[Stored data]
**********
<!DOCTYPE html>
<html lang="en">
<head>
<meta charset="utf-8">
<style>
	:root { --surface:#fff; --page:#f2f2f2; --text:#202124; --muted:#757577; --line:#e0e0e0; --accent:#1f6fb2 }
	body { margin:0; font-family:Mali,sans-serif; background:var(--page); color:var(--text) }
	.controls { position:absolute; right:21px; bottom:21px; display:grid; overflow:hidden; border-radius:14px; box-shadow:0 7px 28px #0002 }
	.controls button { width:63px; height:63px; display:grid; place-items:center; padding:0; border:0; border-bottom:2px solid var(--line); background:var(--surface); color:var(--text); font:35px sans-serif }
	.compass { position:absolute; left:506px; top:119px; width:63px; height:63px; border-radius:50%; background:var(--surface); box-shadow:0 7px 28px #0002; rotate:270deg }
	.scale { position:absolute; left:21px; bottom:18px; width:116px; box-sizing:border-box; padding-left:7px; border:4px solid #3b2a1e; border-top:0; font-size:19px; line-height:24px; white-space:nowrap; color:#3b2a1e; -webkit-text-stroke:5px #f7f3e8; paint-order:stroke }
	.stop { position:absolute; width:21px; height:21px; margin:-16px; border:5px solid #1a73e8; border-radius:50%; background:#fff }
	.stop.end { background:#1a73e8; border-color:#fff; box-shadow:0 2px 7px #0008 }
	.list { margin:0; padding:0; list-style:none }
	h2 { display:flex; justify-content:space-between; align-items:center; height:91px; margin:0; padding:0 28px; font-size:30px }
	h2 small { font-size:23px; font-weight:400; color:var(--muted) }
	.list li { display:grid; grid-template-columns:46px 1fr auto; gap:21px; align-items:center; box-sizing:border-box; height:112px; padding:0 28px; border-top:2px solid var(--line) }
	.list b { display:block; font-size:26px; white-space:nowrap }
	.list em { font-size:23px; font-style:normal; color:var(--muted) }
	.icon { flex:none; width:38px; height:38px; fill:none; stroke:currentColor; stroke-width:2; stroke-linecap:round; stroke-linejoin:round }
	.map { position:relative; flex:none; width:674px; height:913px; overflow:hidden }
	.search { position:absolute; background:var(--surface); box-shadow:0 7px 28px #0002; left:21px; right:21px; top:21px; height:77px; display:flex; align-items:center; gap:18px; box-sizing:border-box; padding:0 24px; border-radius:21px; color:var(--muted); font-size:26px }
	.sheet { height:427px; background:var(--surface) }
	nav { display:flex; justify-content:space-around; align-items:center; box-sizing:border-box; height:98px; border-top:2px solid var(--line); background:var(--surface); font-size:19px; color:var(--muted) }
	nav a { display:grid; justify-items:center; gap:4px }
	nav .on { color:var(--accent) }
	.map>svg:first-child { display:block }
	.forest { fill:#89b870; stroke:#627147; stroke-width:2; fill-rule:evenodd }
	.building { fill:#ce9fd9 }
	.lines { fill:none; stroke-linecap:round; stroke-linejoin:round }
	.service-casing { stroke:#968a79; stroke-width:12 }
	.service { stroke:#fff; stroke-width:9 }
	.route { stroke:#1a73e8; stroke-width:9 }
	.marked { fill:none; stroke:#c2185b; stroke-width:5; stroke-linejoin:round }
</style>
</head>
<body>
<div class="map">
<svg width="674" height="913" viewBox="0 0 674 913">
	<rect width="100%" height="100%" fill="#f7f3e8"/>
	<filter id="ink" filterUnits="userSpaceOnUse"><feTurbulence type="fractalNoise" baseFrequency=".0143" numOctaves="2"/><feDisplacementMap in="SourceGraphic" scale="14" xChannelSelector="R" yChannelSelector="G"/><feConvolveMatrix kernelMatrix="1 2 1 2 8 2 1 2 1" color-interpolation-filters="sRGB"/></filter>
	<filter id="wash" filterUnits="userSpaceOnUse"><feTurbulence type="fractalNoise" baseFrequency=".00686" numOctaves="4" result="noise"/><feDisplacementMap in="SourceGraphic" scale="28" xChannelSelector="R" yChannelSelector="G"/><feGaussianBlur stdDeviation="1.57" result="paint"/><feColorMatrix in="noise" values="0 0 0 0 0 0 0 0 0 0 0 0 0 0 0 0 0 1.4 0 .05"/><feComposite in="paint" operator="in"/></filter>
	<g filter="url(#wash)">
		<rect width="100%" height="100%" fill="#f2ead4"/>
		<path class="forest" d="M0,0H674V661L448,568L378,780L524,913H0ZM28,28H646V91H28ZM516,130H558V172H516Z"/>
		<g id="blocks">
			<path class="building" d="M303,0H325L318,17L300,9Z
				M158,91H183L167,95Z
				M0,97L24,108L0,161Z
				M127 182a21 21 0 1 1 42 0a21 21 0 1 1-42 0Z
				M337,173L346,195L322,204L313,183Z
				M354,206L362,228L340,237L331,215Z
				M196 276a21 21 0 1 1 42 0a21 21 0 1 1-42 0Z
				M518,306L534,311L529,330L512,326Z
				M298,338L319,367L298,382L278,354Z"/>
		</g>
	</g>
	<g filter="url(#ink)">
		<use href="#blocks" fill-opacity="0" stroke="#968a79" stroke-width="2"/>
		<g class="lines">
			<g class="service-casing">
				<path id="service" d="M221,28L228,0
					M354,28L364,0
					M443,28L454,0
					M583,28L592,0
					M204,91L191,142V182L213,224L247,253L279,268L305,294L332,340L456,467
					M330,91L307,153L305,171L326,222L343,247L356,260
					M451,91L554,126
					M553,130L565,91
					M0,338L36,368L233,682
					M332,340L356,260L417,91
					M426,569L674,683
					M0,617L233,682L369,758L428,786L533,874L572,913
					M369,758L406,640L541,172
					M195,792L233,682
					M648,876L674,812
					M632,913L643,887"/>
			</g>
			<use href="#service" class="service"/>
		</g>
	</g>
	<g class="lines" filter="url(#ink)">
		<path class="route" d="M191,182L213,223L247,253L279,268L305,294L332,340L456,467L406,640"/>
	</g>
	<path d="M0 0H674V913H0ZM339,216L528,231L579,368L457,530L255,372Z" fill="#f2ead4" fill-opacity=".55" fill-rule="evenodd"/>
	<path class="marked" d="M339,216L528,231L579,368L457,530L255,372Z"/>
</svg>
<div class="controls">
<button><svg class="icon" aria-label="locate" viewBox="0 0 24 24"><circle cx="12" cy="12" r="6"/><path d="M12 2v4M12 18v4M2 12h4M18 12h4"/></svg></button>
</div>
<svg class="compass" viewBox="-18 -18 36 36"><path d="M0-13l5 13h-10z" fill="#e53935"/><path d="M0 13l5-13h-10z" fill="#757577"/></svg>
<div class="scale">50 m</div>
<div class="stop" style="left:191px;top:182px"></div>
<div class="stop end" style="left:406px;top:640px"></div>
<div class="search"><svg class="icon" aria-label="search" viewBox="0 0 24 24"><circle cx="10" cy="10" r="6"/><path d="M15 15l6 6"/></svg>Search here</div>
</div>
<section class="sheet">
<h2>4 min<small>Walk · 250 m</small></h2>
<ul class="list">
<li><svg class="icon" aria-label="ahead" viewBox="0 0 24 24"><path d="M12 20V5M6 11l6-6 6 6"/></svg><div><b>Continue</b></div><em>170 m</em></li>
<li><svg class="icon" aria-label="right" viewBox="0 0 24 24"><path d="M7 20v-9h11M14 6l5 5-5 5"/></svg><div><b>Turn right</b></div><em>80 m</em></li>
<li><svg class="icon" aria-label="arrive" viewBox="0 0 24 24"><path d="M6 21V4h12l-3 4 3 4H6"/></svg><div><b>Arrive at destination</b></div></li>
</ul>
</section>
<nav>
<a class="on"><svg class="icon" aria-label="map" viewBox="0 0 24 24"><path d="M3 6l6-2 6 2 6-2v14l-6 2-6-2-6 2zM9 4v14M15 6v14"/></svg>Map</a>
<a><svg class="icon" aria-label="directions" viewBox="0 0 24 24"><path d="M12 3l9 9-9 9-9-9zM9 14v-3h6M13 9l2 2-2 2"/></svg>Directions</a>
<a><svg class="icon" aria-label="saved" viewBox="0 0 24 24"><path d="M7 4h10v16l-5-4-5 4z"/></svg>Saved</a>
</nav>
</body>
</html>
**********
Please report every line among the entries that includes "nowrap".

	.scale { position:absolute; left:21px; bottom:18px; width:116px; box-sizing:border-box; padding-left:7px; border:4px solid #3b2a1e; border-top:0; font-size:19px; line-height:24px; white-space:nowrap; color:#3b2a1e; -webkit-text-stroke:5px #f7f3e8; paint-order:stroke }
	.list b { display:block; font-size:26px; white-space:nowrap }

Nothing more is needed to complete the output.